INSTRUCTIONS TO FOLLOW –
Your task is to repeat exactly the lines below between the line holding "I am building" and the line holding "Quick job: Summarize", inclusive, and only those.

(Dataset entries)
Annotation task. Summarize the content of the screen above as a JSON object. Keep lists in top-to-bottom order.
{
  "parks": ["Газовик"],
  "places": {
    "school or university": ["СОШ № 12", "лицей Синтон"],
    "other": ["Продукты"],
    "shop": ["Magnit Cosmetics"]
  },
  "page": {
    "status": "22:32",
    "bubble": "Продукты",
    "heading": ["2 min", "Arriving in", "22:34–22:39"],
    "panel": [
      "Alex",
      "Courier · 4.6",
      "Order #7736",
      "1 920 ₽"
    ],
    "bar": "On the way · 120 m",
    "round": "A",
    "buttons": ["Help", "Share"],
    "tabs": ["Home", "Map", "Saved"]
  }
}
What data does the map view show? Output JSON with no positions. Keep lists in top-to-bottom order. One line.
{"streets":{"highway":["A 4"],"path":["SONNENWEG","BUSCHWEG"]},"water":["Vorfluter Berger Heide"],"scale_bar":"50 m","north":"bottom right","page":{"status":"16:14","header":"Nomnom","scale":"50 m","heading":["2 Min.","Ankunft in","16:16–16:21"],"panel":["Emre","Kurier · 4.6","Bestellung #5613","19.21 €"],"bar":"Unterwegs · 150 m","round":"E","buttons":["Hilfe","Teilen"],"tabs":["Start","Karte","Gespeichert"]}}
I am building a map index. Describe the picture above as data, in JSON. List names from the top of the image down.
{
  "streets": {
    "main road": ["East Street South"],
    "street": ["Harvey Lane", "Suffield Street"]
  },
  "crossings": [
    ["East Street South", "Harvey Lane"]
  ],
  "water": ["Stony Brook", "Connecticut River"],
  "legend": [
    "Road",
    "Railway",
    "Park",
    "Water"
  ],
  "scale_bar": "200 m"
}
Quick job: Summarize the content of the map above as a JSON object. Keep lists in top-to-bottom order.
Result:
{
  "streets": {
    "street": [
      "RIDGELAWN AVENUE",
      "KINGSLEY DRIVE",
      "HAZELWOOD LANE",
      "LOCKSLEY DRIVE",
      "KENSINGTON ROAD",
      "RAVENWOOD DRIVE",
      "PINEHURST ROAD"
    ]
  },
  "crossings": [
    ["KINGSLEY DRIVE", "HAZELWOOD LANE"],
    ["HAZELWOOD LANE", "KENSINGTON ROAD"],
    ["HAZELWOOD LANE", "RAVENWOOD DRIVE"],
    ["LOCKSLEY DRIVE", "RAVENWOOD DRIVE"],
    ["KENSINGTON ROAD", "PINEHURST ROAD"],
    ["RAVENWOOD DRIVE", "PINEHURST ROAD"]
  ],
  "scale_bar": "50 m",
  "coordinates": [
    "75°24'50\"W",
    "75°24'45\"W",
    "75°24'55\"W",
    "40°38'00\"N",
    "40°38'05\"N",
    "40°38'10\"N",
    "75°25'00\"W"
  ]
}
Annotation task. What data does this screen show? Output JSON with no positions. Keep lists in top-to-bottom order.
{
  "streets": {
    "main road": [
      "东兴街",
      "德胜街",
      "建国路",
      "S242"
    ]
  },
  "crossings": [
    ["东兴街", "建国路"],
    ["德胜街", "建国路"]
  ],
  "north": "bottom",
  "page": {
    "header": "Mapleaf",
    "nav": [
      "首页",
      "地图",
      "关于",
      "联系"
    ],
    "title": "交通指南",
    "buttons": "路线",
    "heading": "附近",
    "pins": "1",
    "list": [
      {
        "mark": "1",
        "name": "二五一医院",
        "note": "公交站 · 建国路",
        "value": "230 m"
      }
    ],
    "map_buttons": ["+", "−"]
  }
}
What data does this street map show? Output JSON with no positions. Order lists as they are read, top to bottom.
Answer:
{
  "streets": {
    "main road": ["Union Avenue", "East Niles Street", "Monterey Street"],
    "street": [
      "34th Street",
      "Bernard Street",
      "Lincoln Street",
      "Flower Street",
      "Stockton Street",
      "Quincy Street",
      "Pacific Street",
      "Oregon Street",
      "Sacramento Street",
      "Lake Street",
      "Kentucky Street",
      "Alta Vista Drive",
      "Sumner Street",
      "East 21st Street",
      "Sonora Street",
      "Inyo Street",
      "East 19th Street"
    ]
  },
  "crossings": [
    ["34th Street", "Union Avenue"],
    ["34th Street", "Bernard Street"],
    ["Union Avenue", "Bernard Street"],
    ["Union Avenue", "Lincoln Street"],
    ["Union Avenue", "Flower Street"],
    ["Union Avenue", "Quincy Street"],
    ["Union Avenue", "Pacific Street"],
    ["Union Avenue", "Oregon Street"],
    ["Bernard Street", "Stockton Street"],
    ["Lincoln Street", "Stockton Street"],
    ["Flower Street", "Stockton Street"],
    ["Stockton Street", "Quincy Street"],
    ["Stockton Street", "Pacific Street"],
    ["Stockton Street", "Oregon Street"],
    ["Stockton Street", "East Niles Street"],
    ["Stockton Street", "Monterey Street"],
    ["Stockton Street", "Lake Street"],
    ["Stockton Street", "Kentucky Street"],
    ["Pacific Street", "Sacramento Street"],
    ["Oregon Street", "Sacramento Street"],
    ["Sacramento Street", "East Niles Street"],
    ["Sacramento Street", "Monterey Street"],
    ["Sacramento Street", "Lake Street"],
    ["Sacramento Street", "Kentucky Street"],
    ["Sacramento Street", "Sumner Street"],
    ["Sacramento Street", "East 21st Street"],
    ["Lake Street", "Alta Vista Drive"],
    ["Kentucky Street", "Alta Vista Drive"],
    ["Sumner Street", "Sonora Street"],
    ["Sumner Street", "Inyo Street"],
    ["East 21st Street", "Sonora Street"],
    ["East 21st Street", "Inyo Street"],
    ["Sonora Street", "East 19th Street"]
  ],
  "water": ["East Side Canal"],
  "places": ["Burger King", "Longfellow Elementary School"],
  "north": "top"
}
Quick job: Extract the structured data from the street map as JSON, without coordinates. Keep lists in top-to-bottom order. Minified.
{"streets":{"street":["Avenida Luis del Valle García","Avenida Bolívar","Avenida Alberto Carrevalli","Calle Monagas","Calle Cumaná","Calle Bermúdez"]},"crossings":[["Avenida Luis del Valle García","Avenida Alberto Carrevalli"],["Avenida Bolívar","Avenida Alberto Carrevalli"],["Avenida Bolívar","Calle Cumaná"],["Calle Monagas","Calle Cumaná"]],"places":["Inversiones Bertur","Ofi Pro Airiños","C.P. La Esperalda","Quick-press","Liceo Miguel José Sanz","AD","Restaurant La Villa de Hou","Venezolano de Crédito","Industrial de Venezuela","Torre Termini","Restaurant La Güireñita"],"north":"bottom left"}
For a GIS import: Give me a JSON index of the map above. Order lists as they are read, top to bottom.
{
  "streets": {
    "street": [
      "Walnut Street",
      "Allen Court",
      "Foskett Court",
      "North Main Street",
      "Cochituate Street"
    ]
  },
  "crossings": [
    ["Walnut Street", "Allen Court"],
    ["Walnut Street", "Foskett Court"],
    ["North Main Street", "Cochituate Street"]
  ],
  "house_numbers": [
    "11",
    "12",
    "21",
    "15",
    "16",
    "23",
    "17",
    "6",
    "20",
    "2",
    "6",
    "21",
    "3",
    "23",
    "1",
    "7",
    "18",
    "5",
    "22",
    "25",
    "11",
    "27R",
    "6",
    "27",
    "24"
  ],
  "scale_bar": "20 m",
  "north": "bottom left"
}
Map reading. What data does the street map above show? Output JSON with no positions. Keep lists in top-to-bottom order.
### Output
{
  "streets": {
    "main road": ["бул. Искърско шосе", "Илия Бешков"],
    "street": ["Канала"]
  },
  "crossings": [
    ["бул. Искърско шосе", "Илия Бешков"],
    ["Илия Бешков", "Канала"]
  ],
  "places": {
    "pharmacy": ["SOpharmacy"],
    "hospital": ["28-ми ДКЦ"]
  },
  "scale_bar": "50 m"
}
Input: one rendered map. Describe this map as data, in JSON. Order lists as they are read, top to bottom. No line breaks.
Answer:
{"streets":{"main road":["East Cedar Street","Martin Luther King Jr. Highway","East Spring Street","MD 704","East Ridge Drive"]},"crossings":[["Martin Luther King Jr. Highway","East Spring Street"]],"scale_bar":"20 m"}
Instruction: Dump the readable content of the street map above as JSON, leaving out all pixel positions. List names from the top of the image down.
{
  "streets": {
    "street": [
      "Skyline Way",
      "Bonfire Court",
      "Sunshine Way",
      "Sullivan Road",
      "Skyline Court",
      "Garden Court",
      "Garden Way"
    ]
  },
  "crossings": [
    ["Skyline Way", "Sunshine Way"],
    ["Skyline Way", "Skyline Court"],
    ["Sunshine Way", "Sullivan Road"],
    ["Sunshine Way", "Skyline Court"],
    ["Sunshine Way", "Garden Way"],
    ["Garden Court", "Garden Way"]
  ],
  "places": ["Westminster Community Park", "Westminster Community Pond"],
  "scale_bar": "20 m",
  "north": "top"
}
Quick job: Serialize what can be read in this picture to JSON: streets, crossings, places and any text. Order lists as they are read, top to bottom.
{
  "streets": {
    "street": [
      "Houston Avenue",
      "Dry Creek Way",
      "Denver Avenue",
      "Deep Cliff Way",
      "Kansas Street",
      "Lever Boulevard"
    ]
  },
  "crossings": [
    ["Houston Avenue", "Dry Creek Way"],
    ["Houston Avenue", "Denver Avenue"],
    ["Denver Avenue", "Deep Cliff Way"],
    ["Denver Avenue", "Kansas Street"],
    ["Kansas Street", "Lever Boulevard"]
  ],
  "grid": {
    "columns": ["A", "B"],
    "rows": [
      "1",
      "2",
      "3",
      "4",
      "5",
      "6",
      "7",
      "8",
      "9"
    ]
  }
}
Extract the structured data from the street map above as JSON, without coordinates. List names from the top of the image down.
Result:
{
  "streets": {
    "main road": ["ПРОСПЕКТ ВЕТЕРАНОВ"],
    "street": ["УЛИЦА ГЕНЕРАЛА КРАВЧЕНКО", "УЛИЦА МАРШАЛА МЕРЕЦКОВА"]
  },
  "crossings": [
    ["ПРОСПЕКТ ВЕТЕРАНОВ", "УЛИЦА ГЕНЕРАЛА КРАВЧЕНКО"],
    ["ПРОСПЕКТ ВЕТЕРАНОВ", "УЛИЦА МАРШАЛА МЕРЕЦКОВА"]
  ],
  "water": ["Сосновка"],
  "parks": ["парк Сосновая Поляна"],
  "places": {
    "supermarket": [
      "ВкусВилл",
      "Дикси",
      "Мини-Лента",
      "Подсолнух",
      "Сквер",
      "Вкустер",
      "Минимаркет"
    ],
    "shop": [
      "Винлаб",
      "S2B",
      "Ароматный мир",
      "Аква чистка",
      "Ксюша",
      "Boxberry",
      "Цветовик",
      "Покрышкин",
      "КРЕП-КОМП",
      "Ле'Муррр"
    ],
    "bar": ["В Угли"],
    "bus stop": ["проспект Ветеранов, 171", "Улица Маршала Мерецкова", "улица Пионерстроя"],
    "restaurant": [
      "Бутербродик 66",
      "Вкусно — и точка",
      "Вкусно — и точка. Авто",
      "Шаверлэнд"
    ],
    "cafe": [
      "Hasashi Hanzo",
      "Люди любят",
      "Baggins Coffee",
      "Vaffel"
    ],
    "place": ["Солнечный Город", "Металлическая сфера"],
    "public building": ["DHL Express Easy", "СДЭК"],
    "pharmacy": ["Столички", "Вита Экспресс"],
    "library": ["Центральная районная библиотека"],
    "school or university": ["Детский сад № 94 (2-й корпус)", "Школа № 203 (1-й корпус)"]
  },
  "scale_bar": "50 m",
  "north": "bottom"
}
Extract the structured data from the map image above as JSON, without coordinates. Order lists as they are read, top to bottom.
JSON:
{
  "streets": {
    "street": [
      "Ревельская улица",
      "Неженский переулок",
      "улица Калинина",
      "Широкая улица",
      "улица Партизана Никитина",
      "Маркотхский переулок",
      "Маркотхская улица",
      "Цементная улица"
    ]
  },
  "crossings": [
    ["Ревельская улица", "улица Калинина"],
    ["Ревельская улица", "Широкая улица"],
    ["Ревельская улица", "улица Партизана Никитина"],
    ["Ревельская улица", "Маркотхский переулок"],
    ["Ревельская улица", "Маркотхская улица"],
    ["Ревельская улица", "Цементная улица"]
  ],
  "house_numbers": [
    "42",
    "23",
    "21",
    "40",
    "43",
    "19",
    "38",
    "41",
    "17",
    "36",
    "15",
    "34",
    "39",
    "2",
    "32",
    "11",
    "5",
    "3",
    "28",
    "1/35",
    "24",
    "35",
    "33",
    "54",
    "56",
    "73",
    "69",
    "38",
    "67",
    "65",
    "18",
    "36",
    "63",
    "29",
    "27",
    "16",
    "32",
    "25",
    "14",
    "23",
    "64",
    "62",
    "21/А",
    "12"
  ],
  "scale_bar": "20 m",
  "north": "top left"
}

TASK SOLUTION –
I am building a map index. Describe the picture above as data, in JSON. List names from the top of the image down.
{
  "streets": {
    "main road": ["East Street South"],
    "street": ["Harvey Lane", "Suffield Street"]
  },
  "crossings": [
    ["East Street South", "Harvey Lane"]
  ],
  "water": ["Stony Brook", "Connecticut River"],
  "legend": [
    "Road",
    "Railway",
    "Park",
    "Water"
  ],
  "scale_bar": "200 m"
}
Quick job: Summarize the content of the map above as a JSON object. Keep lists in top-to-bottom order.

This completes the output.